*Work order*. Please set down all of the data below verbatim.

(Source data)
++++++

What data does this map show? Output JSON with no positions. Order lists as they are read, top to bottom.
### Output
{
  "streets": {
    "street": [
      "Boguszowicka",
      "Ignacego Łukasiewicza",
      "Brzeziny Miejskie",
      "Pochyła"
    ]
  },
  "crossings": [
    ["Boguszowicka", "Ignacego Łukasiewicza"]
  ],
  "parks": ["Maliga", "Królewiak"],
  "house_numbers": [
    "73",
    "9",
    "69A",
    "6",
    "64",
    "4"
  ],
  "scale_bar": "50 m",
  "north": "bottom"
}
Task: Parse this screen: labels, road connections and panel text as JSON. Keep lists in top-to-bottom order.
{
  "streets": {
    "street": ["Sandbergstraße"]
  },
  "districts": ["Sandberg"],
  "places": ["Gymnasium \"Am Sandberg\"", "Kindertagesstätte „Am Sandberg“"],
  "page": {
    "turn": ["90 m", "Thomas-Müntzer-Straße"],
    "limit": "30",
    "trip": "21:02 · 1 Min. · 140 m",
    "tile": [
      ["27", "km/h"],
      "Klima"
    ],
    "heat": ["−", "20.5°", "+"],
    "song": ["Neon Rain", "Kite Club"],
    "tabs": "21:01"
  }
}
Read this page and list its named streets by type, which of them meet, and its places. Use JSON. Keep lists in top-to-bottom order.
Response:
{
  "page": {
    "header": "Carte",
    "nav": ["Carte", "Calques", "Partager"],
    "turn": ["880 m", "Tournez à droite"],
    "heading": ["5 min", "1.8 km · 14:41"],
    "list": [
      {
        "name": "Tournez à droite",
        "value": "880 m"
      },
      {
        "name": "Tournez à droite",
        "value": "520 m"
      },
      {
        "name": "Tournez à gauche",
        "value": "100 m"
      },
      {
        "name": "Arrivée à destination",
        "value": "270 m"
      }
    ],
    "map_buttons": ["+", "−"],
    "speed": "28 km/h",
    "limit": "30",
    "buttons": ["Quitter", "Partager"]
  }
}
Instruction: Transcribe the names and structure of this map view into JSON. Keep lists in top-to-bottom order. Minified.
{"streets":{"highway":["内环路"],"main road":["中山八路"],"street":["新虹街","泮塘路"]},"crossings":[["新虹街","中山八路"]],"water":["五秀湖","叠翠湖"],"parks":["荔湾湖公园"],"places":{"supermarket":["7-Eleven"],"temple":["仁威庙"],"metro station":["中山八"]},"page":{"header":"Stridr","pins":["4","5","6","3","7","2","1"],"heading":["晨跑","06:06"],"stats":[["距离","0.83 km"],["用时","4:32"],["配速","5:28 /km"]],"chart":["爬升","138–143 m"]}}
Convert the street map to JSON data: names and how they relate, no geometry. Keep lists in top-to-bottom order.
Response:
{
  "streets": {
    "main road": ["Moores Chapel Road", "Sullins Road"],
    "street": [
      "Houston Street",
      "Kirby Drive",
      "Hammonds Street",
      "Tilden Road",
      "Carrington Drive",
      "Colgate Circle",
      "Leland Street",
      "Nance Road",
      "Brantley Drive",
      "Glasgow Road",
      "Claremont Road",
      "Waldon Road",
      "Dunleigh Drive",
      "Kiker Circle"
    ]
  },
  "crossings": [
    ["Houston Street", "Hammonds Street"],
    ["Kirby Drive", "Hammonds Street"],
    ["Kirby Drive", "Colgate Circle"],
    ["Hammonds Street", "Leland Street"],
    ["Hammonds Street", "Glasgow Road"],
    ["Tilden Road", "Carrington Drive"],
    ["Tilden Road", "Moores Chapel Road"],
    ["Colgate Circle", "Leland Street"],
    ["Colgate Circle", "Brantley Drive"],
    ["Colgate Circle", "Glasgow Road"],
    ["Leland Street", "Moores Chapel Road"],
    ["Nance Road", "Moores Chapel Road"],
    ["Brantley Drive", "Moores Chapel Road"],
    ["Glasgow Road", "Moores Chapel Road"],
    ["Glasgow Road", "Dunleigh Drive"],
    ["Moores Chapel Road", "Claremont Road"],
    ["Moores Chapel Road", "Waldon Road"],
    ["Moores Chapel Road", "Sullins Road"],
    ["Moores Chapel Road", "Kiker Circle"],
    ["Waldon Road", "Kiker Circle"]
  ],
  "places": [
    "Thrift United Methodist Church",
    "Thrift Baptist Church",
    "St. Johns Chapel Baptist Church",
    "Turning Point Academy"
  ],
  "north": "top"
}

++++++

*Answer to this problem*.
What data does this map show? Output JSON with no positions. Order lists as they are read, top to bottom.
### Output
{
  "streets": {
    "street": [
      "Boguszowicka",
      "Ignacego Łukasiewicza",
      "Brzeziny Miejskie",
      "Pochyła"
    ]
  },
  "crossings": [
    ["Boguszowicka", "Ignacego Łukasiewicza"]
  ],
  "parks": ["Maliga", "Królewiak"],
  "house_numbers": [
    "73",
    "9",
    "69A",
    "6",
    "64",
    "4"
  ],
  "scale_bar": "50 m",
  "north": "bottom"
}
Task: Parse this screen: labels, road connections and panel text as JSON. Keep lists in top-to-bottom order.
{
  "streets": {
    "street": ["Sandbergstraße"]
  },
  "districts": ["Sandberg"],
  "places": ["Gymnasium \"Am Sandberg\"", "Kindertagesstätte „Am Sandberg“"],
  "page": {
    "turn": ["90 m", "Thomas-Müntzer-Straße"],
    "limit": "30",
    "trip": "21:02 · 1 Min. · 140 m",
    "tile": [
      ["27", "km/h"],
      "Klima"
    ],
    "heat": ["−", "20.5°", "+"],
    "song": ["Neon Rain", "Kite Club"],
    "tabs": "21:01"
  }
}
Read this page and list its named streets by type, which of them meet, and its places. Use JSON. Keep lists in top-to-bottom order.
Response:
{
  "page": {
    "header": "Carte",
    "nav": ["Carte", "Calques", "Partager"],
    "turn": ["880 m", "Tournez à droite"],
    "heading": ["5 min", "1.8 km · 14:41"],
    "list": [
      {
        "name": "Tournez à droite",
        "value": "880 m"
      },
      {
        "name": "Tournez à droite",
        "value": "520 m"
      },
      {
        "name": "Tournez à gauche",
        "value": "100 m"
      },
      {
        "name": "Arrivée à destination",
        "value": "270 m"
      }
    ],
    "map_buttons": ["+", "−"],
    "speed": "28 km/h",
    "limit": "30",
    "buttons": ["Quitter", "Partager"]
  }
}
Instruction: Transcribe the names and structure of this map view into JSON. Keep lists in top-to-bottom order. Minified.
{"streets":{"highway":["内环路"],"main road":["中山八路"],"street":["新虹街","泮塘路"]},"crossings":[["新虹街","中山八路"]],"water":["五秀湖","叠翠湖"],"parks":["荔湾湖公园"],"places":{"supermarket":["7-Eleven"],"temple":["仁威庙"],"metro station":["中山八"]},"page":{"header":"Stridr","pins":["4","5","6","3","7","2","1"],"heading":["晨跑","06:06"],"stats":[["距离","0.83 km"],["用时","4:32"],["配速","5:28 /km"]],"chart":["爬升","138–143 m"]}}
Convert the street map to JSON data: names and how they relate, no geometry. Keep lists in top-to-bottom order.
Response:
{
  "streets": {
    "main road": ["Moores Chapel Road", "Sullins Road"],
    "street": [
      "Houston Street",
      "Kirby Drive",
      "Hammonds Street",
      "Tilden Road",
      "Carrington Drive",
      "Colgate Circle",
      "Leland Street",
      "Nance Road",
      "Brantley Drive",
      "Glasgow Road",
      "Claremont Road",
      "Waldon Road",
      "Dunleigh Drive",
      "Kiker Circle"
    ]
  },
  "crossings": [
    ["Houston Street", "Hammonds Street"],
    ["Kirby Drive", "Hammonds Street"],
    ["Kirby Drive", "Colgate Circle"],
    ["Hammonds Street", "Leland Street"],
    ["Hammonds Street", "Glasgow Road"],
    ["Tilden Road", "Carrington Drive"],
    ["Tilden Road", "Moores Chapel Road"],
    ["Colgate Circle", "Leland Street"],
    ["Colgate Circle", "Brantley Drive"],
    ["Colgate Circle", "Glasgow Road"],
    ["Leland Street", "Moores Chapel Road"],
    ["Nance Road", "Moores Chapel Road"],
    ["Brantley Drive", "Moores Chapel Road"],
    ["Glasgow Road", "Moores Chapel Road"],
    ["Glasgow Road", "Dunleigh Drive"],
    ["Moores Chapel Road", "Claremont Road"],
    ["Moores Chapel Road", "Waldon Road"],
    ["Moores Chapel Road", "Sullins Road"],
    ["Moores Chapel Road", "Kiker Circle"],
    ["Waldon Road", "Kiker Circle"]
  ],
  "places": [
    "Thrift United Methodist Church",
    "Thrift Baptist Church",
    "St. Johns Chapel Baptist Church",
    "Turning Point Academy"
  ],
  "north": "top"
}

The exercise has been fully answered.